* Extracted records:
────────────────────────────────────────
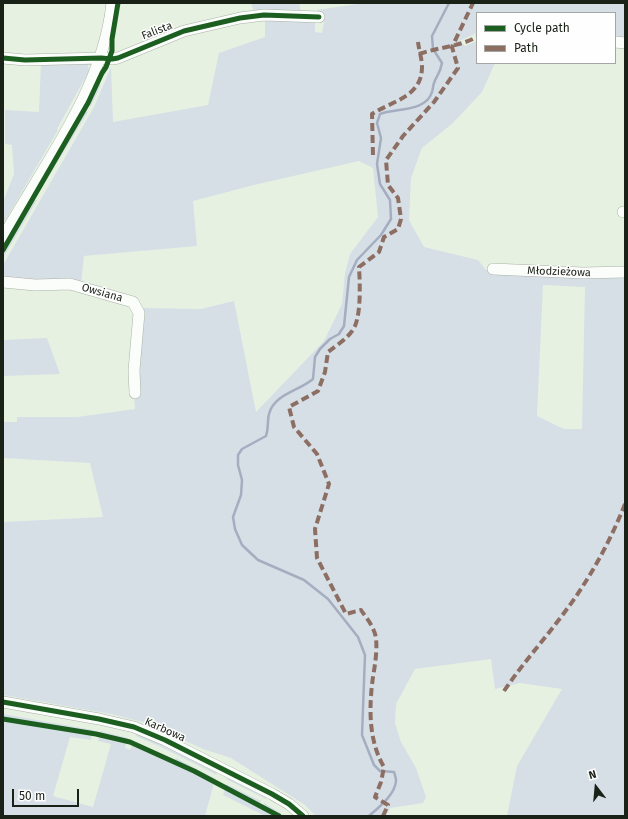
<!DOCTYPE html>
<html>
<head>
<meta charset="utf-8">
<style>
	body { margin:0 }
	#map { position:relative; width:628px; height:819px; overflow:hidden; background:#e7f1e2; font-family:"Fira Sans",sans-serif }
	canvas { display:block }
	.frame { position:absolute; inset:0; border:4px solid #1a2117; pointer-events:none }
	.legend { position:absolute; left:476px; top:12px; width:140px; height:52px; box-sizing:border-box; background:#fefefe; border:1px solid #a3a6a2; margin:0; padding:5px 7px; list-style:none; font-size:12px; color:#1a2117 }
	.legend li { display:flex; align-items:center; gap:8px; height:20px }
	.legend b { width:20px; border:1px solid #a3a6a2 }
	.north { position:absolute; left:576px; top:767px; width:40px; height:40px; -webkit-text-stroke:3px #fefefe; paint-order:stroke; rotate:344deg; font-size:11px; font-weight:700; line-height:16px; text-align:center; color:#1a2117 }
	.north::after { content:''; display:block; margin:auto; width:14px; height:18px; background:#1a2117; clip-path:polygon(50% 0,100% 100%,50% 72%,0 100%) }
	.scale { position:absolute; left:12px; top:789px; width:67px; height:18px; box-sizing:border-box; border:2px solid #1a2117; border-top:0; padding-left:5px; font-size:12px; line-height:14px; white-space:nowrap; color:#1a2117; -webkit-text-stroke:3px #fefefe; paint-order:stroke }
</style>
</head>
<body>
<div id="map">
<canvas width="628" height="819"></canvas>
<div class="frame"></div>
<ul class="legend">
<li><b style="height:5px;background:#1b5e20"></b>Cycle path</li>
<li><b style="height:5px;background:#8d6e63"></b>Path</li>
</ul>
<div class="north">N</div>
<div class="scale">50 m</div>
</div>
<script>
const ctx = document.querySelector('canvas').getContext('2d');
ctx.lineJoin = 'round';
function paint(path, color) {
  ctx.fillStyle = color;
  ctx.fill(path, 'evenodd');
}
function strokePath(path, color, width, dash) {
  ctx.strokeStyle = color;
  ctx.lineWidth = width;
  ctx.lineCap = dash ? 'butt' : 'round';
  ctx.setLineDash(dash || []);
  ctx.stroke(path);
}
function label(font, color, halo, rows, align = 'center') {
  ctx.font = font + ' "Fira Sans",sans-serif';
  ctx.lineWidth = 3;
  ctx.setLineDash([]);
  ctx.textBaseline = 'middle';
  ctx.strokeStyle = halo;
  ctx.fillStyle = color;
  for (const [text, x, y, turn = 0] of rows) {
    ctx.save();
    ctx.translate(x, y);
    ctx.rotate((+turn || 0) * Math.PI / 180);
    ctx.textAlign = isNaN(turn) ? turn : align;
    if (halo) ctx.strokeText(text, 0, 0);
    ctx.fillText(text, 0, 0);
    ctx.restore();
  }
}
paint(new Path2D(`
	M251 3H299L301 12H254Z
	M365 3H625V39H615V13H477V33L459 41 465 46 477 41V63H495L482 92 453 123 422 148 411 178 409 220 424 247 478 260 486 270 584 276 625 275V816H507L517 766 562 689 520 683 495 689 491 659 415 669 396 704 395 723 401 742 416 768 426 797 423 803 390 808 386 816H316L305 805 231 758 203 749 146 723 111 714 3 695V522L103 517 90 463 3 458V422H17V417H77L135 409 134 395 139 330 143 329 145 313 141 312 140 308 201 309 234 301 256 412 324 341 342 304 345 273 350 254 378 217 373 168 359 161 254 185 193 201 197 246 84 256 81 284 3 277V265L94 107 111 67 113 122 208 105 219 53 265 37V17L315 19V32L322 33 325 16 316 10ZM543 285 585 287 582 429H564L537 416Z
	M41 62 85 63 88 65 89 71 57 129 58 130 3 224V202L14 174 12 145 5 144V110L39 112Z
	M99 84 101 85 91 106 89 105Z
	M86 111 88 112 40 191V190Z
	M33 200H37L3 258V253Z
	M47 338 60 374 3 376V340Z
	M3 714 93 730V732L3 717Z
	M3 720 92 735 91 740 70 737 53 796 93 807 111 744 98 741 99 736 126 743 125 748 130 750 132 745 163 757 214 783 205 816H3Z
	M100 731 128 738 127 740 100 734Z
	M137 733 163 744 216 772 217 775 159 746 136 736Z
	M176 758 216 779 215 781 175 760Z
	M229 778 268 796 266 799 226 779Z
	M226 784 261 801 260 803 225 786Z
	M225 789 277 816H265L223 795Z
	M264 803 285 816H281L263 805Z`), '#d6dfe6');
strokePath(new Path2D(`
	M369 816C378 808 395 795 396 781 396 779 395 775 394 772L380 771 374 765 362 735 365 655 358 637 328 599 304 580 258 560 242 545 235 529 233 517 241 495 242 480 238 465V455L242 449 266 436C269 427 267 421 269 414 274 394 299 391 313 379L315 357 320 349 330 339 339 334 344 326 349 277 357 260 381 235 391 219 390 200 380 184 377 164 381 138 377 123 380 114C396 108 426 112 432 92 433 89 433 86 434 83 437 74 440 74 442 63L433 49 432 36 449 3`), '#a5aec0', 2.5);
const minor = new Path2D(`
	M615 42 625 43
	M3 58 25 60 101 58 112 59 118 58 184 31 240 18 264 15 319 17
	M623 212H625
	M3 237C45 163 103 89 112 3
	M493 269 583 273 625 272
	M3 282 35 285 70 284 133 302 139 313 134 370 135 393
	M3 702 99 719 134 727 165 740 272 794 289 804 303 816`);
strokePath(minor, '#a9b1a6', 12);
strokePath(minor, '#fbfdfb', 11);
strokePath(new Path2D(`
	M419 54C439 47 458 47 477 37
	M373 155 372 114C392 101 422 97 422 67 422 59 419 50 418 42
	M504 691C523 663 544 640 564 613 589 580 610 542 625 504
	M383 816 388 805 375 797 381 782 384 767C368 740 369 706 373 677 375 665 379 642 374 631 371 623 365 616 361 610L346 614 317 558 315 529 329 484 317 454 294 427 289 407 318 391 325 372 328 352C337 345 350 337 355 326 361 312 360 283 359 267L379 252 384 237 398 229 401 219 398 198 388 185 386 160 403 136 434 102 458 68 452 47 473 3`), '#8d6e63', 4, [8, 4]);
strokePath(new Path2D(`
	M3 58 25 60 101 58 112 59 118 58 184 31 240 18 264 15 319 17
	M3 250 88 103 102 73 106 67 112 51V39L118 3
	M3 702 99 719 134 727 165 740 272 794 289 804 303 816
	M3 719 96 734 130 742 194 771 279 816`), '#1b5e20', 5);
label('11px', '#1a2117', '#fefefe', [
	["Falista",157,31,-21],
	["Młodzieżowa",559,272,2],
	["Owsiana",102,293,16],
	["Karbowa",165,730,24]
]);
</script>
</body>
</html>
────────────────────────────────────────
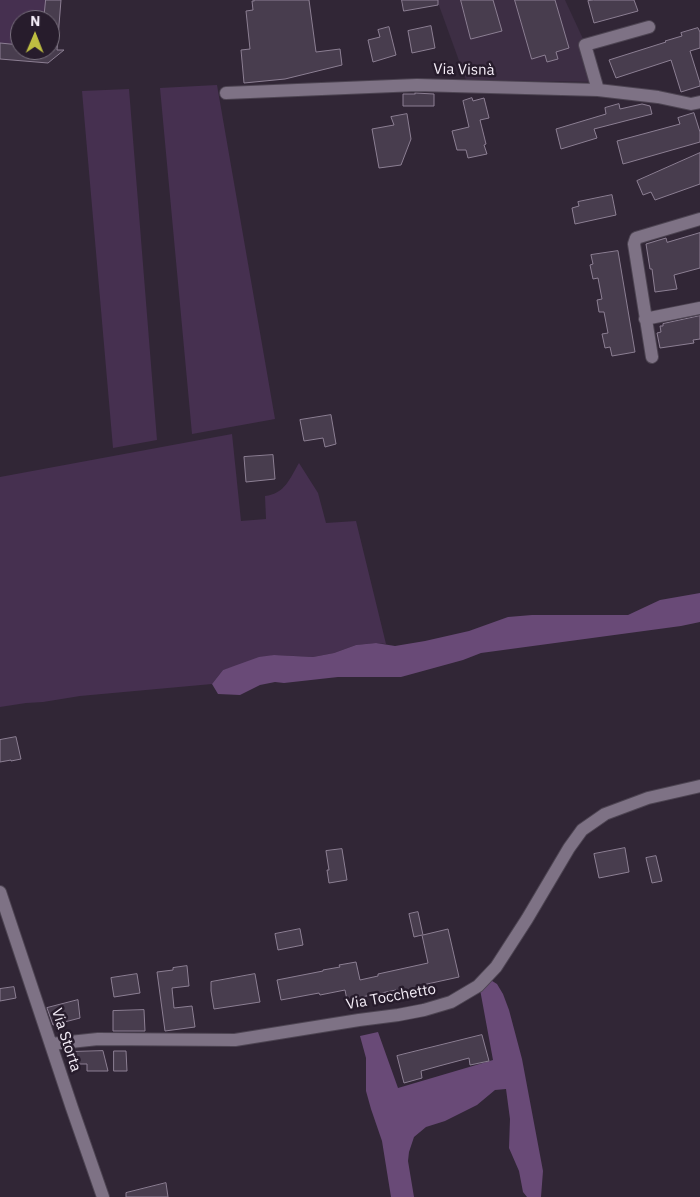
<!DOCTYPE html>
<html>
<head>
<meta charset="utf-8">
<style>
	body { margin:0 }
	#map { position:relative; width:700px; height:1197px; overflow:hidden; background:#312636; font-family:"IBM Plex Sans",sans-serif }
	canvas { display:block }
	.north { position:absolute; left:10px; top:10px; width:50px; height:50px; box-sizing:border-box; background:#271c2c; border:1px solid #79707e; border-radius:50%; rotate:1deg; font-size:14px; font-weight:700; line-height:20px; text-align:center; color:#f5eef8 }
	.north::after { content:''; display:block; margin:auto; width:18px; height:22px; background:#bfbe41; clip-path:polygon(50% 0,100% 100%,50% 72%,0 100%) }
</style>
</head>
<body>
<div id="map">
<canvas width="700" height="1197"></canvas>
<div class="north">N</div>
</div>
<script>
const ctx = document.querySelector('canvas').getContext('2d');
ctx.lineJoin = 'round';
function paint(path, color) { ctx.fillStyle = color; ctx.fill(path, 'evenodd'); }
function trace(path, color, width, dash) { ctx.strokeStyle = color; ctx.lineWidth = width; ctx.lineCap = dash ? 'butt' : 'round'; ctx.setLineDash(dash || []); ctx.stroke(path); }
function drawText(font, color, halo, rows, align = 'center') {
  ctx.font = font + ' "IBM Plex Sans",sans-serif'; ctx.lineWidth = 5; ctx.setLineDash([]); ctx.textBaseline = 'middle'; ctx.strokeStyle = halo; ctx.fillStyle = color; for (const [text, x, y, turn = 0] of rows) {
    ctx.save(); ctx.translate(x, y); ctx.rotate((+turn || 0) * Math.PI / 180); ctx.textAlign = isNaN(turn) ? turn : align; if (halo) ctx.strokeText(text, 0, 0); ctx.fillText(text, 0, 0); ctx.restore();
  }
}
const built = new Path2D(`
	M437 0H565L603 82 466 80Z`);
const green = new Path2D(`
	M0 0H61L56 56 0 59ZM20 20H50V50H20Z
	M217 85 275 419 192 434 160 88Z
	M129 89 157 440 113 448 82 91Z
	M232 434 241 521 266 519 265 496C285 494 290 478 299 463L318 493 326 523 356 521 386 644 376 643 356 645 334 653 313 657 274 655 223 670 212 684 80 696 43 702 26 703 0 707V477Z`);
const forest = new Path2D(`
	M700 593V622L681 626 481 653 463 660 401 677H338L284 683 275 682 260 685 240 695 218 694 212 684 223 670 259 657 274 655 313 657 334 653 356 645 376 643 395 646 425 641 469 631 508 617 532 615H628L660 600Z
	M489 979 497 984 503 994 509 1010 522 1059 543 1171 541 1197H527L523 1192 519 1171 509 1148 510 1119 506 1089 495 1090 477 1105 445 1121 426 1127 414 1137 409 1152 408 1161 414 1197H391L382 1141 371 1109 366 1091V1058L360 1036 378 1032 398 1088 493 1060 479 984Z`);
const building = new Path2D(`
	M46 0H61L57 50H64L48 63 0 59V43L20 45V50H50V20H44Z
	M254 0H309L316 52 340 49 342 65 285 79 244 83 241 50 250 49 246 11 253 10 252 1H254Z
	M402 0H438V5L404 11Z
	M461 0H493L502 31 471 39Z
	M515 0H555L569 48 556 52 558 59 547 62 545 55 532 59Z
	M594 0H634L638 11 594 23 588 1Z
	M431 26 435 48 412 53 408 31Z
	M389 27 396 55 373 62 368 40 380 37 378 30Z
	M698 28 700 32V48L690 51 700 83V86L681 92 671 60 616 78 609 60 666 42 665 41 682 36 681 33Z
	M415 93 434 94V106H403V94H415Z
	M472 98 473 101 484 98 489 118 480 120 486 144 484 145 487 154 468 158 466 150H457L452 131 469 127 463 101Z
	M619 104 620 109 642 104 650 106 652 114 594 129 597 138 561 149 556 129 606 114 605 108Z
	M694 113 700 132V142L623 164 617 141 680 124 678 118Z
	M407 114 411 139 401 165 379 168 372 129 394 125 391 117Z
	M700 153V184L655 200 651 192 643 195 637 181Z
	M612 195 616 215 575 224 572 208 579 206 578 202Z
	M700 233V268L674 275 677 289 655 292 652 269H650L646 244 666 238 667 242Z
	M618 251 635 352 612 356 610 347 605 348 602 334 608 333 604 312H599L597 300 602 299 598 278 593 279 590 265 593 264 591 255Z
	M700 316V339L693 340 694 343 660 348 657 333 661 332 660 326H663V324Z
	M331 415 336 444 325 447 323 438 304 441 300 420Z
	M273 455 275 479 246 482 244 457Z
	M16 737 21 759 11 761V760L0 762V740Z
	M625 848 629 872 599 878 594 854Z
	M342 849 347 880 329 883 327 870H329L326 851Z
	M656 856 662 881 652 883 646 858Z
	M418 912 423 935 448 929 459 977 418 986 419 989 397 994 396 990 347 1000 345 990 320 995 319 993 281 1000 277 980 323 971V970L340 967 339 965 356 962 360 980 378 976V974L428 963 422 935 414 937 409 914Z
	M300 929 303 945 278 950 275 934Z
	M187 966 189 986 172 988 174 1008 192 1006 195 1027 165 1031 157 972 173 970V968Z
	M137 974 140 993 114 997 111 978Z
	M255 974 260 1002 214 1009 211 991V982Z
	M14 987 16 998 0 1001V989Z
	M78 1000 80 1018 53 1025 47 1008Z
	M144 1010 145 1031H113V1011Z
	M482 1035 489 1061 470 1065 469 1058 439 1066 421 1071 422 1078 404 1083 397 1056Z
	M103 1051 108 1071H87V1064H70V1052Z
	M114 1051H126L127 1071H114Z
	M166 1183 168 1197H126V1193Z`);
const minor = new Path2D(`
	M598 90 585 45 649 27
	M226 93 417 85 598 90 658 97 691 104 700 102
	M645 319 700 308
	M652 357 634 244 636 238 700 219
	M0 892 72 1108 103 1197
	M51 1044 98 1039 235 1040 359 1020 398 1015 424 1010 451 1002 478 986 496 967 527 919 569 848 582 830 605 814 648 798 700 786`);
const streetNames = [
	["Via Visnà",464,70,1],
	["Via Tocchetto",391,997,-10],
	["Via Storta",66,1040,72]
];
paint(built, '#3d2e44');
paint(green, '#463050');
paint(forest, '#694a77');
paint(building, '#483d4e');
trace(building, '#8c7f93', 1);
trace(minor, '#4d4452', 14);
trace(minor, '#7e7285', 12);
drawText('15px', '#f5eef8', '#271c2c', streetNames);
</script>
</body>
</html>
────────────────────────────────────────
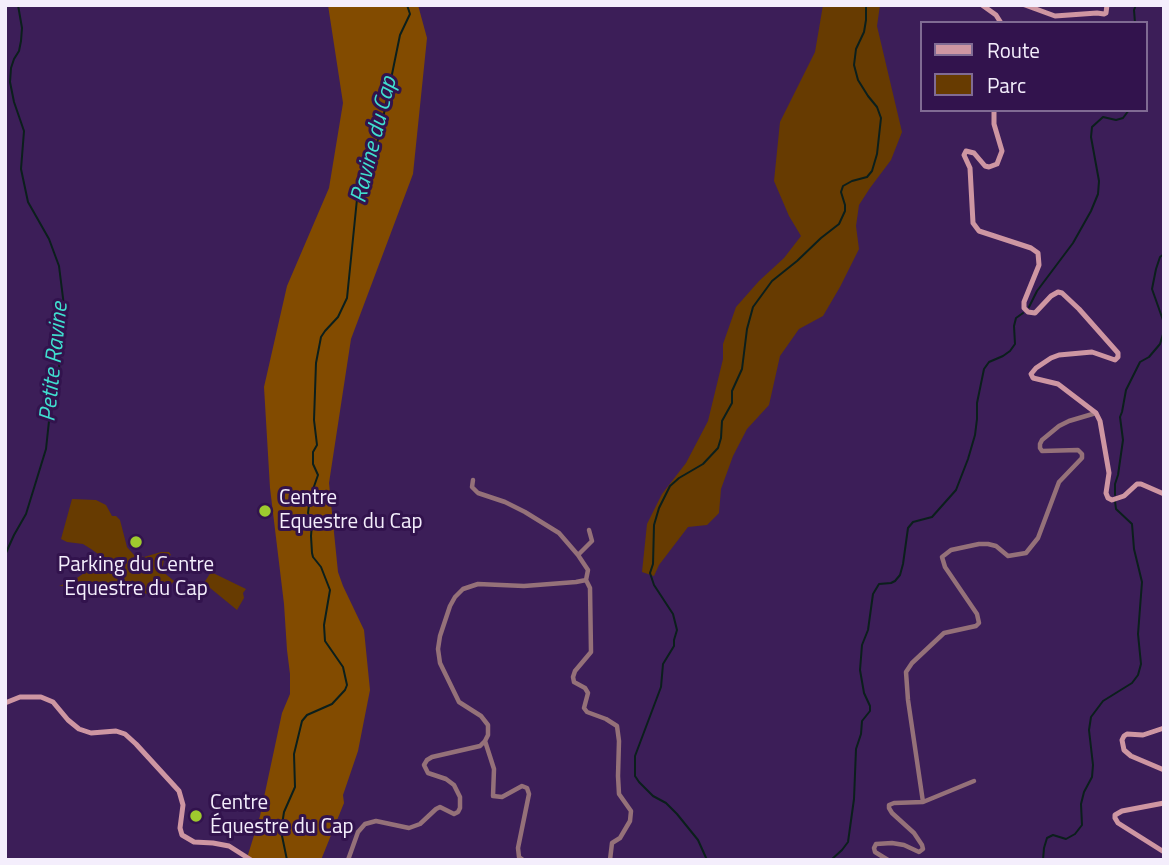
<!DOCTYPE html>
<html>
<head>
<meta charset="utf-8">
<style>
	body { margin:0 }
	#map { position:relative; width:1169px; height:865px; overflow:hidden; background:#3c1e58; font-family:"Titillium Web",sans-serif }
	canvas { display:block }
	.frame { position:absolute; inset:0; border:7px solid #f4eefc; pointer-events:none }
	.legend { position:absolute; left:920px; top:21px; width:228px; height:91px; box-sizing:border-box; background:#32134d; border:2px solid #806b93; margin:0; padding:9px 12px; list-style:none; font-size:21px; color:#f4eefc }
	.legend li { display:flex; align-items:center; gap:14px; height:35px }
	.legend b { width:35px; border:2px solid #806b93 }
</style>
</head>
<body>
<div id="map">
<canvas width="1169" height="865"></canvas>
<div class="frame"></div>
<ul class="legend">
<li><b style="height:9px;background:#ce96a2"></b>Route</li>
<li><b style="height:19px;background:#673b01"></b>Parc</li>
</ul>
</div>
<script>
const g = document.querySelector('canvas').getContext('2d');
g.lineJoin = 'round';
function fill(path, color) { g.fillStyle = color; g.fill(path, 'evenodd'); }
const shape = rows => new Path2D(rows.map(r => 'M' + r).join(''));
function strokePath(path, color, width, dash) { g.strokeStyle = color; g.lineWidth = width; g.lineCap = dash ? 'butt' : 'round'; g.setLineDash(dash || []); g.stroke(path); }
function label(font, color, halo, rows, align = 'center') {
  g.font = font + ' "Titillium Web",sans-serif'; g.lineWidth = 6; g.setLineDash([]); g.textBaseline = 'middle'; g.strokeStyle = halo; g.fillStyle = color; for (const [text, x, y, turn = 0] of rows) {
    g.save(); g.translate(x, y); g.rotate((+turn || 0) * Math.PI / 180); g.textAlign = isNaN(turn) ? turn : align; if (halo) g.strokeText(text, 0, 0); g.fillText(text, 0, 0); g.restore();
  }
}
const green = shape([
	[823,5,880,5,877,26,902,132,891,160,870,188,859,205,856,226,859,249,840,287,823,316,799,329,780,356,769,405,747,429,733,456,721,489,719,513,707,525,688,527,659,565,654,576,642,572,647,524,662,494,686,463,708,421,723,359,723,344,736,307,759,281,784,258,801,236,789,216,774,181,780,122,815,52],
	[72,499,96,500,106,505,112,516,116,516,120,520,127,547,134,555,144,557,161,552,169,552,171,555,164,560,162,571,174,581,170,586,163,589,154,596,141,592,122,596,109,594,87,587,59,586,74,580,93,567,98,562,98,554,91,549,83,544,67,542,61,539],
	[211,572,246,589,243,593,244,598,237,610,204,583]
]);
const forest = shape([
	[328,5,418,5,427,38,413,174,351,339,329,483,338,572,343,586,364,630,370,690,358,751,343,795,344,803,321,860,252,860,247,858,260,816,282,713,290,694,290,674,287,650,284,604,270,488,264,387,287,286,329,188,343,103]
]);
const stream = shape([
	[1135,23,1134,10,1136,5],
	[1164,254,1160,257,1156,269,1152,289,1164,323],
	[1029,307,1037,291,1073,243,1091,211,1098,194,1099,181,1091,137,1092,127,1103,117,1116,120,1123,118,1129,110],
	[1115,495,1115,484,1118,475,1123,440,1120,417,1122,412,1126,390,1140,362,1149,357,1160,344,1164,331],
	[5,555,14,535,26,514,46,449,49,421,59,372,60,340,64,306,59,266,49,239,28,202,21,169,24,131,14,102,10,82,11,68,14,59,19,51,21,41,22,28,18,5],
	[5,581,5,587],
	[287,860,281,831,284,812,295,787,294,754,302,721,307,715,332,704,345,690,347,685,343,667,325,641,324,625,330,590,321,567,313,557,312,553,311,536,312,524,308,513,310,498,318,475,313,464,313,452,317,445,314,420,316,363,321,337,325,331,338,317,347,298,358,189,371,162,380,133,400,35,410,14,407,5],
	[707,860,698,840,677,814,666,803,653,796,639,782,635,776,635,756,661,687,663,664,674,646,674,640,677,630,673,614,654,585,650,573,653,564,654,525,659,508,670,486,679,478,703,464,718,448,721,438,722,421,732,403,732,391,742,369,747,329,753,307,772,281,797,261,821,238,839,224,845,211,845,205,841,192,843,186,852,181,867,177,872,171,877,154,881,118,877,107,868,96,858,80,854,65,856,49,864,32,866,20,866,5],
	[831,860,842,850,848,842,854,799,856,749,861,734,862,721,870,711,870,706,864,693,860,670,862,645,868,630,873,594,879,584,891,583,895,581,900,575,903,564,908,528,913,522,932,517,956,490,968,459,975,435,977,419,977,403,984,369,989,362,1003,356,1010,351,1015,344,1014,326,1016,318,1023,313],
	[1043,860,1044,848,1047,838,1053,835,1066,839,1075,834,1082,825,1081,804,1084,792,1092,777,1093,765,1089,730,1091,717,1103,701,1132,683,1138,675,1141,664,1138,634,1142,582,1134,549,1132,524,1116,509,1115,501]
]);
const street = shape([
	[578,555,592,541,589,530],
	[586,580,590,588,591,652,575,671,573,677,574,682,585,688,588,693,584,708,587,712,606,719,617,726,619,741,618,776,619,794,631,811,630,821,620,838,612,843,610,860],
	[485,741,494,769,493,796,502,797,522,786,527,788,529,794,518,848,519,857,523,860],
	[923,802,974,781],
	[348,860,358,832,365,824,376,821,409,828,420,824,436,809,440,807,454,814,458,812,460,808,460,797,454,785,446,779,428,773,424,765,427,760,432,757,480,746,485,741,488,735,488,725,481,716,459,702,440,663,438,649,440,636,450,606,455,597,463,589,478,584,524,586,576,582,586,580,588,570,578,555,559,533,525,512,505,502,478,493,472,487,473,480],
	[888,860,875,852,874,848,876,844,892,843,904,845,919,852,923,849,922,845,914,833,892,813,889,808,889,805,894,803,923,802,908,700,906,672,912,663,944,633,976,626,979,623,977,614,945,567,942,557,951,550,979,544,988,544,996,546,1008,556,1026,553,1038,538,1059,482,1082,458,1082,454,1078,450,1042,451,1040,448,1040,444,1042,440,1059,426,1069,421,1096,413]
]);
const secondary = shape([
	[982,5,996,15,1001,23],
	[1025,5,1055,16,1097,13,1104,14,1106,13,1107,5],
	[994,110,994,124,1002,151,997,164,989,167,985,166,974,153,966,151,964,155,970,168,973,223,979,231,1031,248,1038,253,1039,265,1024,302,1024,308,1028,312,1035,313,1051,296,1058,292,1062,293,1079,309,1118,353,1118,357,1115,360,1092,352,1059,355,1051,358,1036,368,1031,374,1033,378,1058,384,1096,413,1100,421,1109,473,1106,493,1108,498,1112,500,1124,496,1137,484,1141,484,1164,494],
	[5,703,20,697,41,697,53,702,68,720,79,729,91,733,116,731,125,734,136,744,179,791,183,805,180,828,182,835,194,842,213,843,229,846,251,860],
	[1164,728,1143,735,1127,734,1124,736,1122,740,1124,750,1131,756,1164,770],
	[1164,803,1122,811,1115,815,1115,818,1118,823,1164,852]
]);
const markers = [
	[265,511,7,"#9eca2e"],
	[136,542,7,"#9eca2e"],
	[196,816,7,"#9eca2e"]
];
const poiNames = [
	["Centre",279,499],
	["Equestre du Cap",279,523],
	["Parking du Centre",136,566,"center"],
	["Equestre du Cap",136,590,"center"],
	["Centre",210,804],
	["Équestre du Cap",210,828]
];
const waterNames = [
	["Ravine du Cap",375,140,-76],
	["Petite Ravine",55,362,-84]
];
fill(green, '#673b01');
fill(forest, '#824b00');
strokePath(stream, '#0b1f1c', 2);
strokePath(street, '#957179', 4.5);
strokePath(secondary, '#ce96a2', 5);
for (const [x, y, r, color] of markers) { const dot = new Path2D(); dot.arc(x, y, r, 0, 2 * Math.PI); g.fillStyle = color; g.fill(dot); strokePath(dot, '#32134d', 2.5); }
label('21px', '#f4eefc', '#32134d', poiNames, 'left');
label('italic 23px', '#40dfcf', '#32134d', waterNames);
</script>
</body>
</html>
────────────────────────────────────────
* WORK REQUEST:
Beginning with the line above that contains "g.font = font", copy each line exactly up to and including the line that contains "[211,572,246,589,243,593,244,598,237,610,204,583]", and go no further.

* ANSWER TO THE EXERCISE:
  g.font = font + ' "Titillium Web",sans-serif'; g.lineWidth = 6; g.setLineDash([]); g.textBaseline = 'middle'; g.strokeStyle = halo; g.fillStyle = color; for (const [text, x, y, turn = 0] of rows) {
    g.save(); g.translate(x, y); g.rotate((+turn || 0) * Math.PI / 180); g.textAlign = isNaN(turn) ? turn : align; if (halo) g.strokeText(text, 0, 0); g.fillText(text, 0, 0); g.restore();
  }
}
const green = shape([
	[823,5,880,5,877,26,902,132,891,160,870,188,859,205,856,226,859,249,840,287,823,316,799,329,780,356,769,405,747,429,733,456,721,489,719,513,707,525,688,527,659,565,654,576,642,572,647,524,662,494,686,463,708,421,723,359,723,344,736,307,759,281,784,258,801,236,789,216,774,181,780,122,815,52],
	[72,499,96,500,106,505,112,516,116,516,120,520,127,547,134,555,144,557,161,552,169,552,171,555,164,560,162,571,174,581,170,586,163,589,154,596,141,592,122,596,109,594,87,587,59,586,74,580,93,567,98,562,98,554,91,549,83,544,67,542,61,539],
	[211,572,246,589,243,593,244,598,237,610,204,583]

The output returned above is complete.